Strategic Positioning Against Nvidia’s Moat
Nvidia controls 70-80% of the AI accelerator market, protected by a CUDA software ecosystem that creates switching costs measured in years of engineering investment. Cerebras offers speed advantages for training large language models — the OpenAI deal centers on a code-writing model that benefits from wafer-scale parallelism — but competes on a narrower set of workloads than Nvidia’s general-purpose GPU platform.
The $48.8 billion IPO valuation represents a 96x revenue multiple on 2025 results, substantially higher than Nvidia’s 30x forward sales multiple. Cerebras priced its February 2026 Series H funding round at $23 billion, meaning public market investors doubled the private valuation in three months. Prediction markets on Polymarket assigned a 33% probability to Cerebras achieving a $50-60 billion market cap on day one, with only 6% odds of falling below $50 billion, according to Benzinga.
| Metric | 2026 Projection |
|---|---|
| Top 5 Hyperscaler Capex | $660-690B |
| AI-Tied Portion | ~$450B (75%) |
| Cerebras Revenue Backlog | $24.6B |
M&A Pressure in Semiconductor Consolidation Cycle
Arm and SoftBank’s acquisition approach fits a broader pattern of semiconductor consolidation targeting AI-optimized architectures. The five largest hyperscalers are projected to spend $660-690 billion on capex in 2026, with approximately 75% ($450 billion) directly tied to AI infrastructure, according to UBS. That spending creates demand for differentiated chip designs but also incentivizes vertical integration — Amazon, Google and Microsoft all develop custom silicon for internal workloads.
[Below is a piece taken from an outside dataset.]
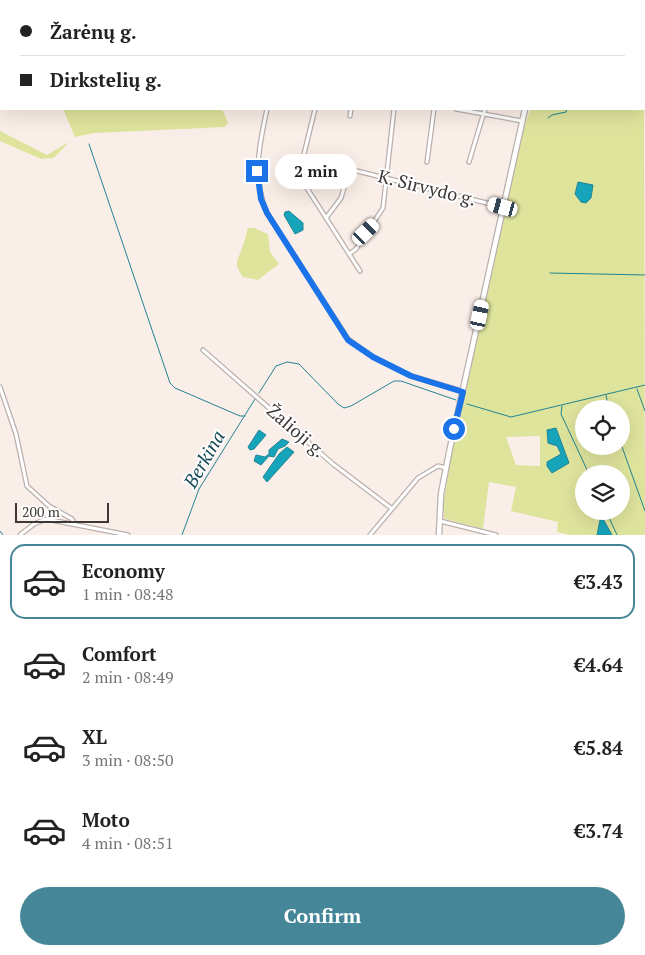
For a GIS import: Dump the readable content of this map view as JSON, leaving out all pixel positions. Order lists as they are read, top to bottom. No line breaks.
{"streets":{"street":["K. Sirvydo g.","Žalioji g."]},"water":["Berkina"],"scale_bar":"200 m","page":{"banner":["Žarėnų g.","Dirkstelių g."],"bubble":"2 min","scale":"200 m","list":[{"name":"Economy","note":"1 min · 08:48","value":"€3.43"},{"name":"Comfort","note":"2 min · 08:49","value":"€4.64"},{"name":"XL","note":"3 min · 08:50","value":"€5.84"},{"name":"Moto","note":"4 min · 08:51","value":"€3.74"}],"buttons":"Confirm"}}
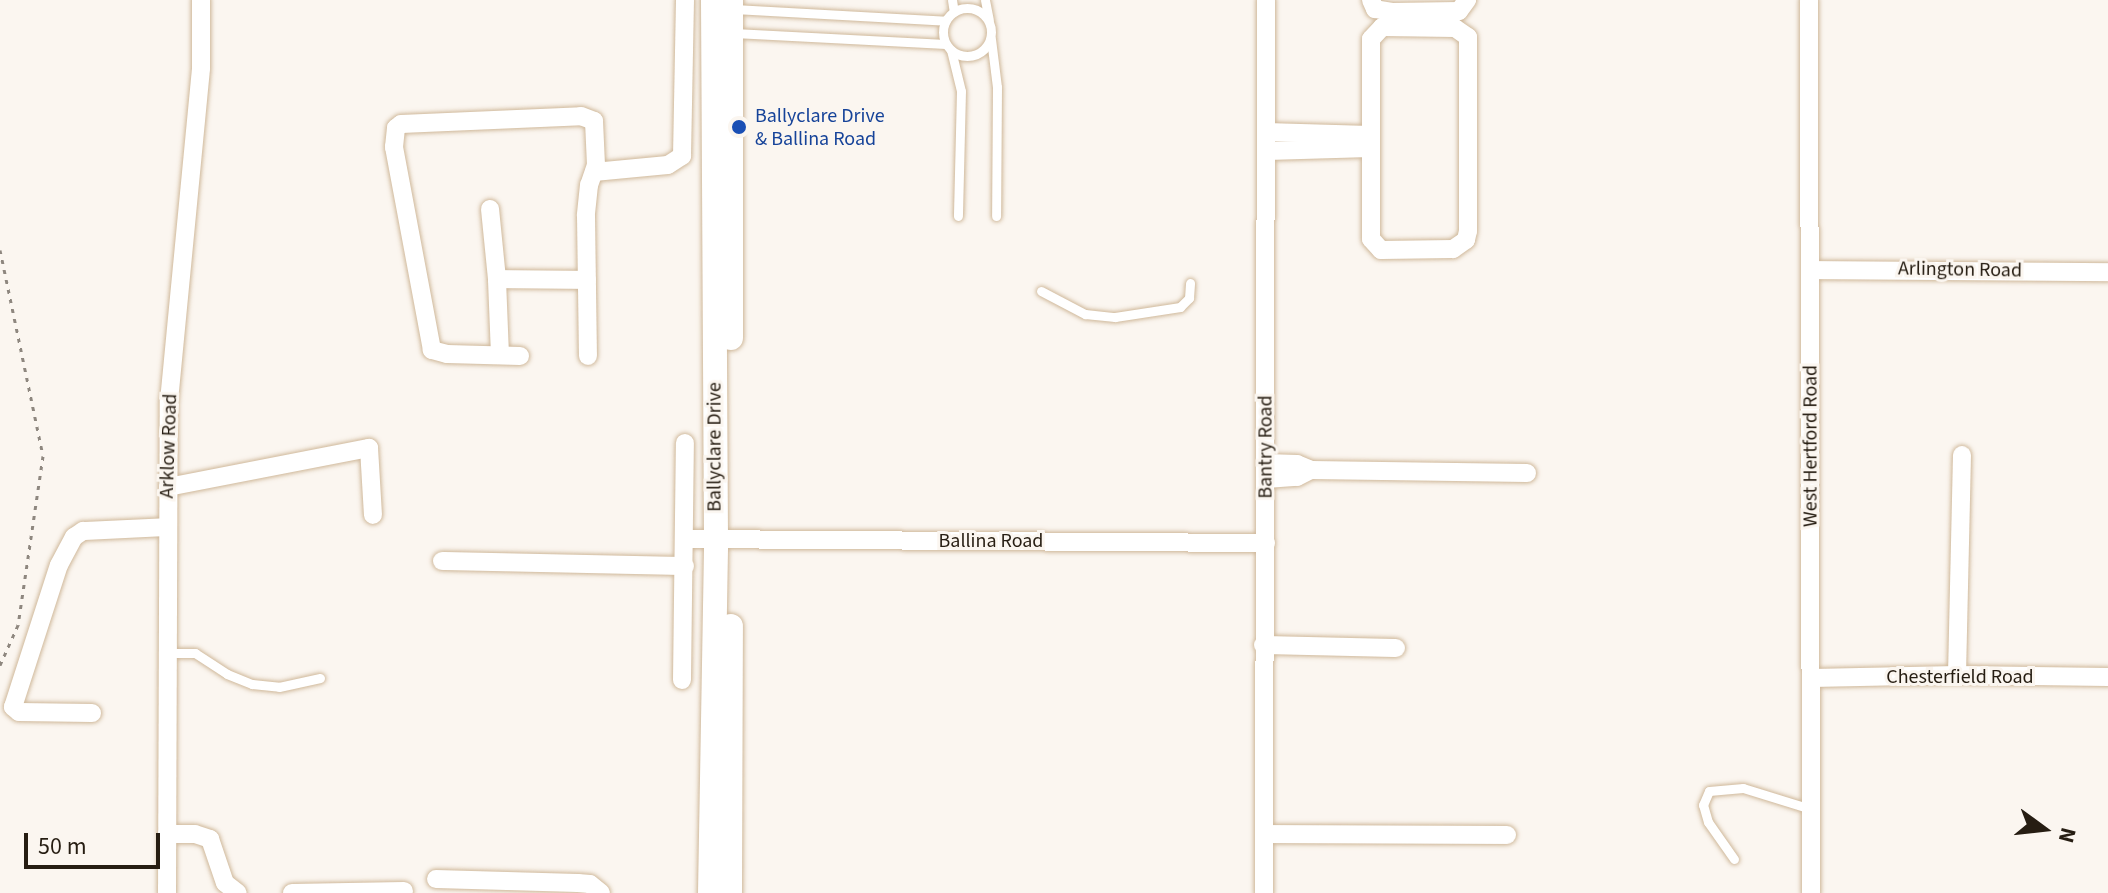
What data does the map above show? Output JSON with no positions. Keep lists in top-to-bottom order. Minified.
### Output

For Arm, which licenses chip designs rather than manufacturing hardware, acquiring Cerebras would have provided owned IP in wafer-scale computing and direct access to hyperscale customers deploying frontier AI models. SoftBank’s involvement suggests portfolio repositioning after missing earlier AI infrastructure investments. The Vision Fund backed semiconductor firms including Arm itself (which SoftBank took private in 2016 and re-listed in 2023) but lacks significant exposure to AI training accelerators.
Cerebras CEO Andrew Feldman told CNBC “it’s a good time to be in AI hardware,” a statement the IPO reception validates. The company raised its pricing range twice during the roadshow as institutional demand surged. Secondary market pricing 17% above the top end indicates first-day pop expectations, though prediction market odds suggest uncertainty whether the valuation holds once retail trading begins.
- Established semiconductor players face acquisition pressure to secure AI-differentiated IP before hyperscaler vertical integration closes strategic windows
- Wafer-scale architectures command premium valuations but require proof of manufacturing scalability and customer diversification beyond OpenAI dependency
- IPO market receptivity to AI hardware at 90x+ revenue multiples creates exit optionality that reduces acquisition leverage for strategic buyers
What to Watch
First-day trading on 14 May will test whether public market investors sustain the $48.8 billion valuation or demand discounts given customer concentration and unproven hyperscale diversification. OpenAI contract execution timelines through 2028 determine revenue recognition cadence and whether Cerebras meets growth expectations embedded in the IPO price. AWS partnership traction — measured by Bedrock deployment announcements and CS-3 utilization data — indicates whether cloud platform distribution can offset direct sales concentration risk. Nvidia’s response to wafer-scale competition, particularly in LLM training workloads where Cerebras claims speed advantages, may involve pricing pressure or architectural countermoves in the H200/B100 roadmap. Further M&A approaches from strategic buyers — including AMD, Intel or hyperscalers themselves — remain probable if the stock trades below IPO levels, creating entry points at lower valuations than the rejected Arm/SoftBank bid.